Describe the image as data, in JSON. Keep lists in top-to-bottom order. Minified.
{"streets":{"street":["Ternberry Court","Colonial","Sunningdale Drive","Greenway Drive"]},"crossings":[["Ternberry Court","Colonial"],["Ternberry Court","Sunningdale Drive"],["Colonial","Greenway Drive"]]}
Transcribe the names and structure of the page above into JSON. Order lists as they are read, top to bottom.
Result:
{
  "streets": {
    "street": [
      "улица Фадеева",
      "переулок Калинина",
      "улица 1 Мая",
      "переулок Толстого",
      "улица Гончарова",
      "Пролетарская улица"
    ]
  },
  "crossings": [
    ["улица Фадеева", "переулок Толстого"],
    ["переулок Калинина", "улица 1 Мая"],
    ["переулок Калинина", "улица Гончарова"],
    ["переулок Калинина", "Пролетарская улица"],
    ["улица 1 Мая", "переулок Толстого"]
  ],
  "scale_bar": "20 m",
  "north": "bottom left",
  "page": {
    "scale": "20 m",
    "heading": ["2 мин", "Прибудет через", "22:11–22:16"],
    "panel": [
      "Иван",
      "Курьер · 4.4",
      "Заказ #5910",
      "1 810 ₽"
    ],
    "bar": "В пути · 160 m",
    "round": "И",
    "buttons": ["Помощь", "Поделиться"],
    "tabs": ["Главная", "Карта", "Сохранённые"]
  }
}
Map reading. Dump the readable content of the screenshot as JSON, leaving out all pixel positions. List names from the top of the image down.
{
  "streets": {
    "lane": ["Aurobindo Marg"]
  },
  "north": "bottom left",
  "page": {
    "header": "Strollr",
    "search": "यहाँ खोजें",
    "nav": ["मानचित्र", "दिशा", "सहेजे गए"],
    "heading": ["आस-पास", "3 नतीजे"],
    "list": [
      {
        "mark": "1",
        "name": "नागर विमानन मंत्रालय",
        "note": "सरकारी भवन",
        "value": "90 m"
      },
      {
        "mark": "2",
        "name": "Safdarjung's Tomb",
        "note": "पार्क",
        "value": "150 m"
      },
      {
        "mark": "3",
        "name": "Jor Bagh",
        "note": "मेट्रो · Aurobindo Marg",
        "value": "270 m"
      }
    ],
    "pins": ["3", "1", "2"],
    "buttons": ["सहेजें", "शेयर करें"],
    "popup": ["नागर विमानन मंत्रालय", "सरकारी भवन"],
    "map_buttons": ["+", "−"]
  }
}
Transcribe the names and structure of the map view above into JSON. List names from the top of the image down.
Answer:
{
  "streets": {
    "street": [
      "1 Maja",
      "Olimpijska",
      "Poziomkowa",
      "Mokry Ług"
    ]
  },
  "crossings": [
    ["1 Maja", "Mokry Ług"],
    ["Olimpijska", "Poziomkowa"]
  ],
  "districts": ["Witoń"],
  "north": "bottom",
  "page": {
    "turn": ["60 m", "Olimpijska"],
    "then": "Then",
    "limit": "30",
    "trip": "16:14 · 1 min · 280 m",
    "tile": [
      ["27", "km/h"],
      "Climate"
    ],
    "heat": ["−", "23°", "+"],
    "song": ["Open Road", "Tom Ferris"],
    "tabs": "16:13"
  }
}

· · · ·

REQUIRED WORK: Lines from the start of the records through the one containing "Transcribe the names and structure of the page" are what should be retyped, exactly and in full, both ends included.

SOLUTION TO THE PROBLEM:
Describe the image as data, in JSON. Keep lists in top-to-bottom order. Minified.
{"streets":{"street":["Ternberry Court","Colonial","Sunningdale Drive","Greenway Drive"]},"crossings":[["Ternberry Court","Colonial"],["Ternberry Court","Sunningdale Drive"],["Colonial","Greenway Drive"]]}
Transcribe the names and structure of the page above into JSON. Order lists as they are read, top to bottom.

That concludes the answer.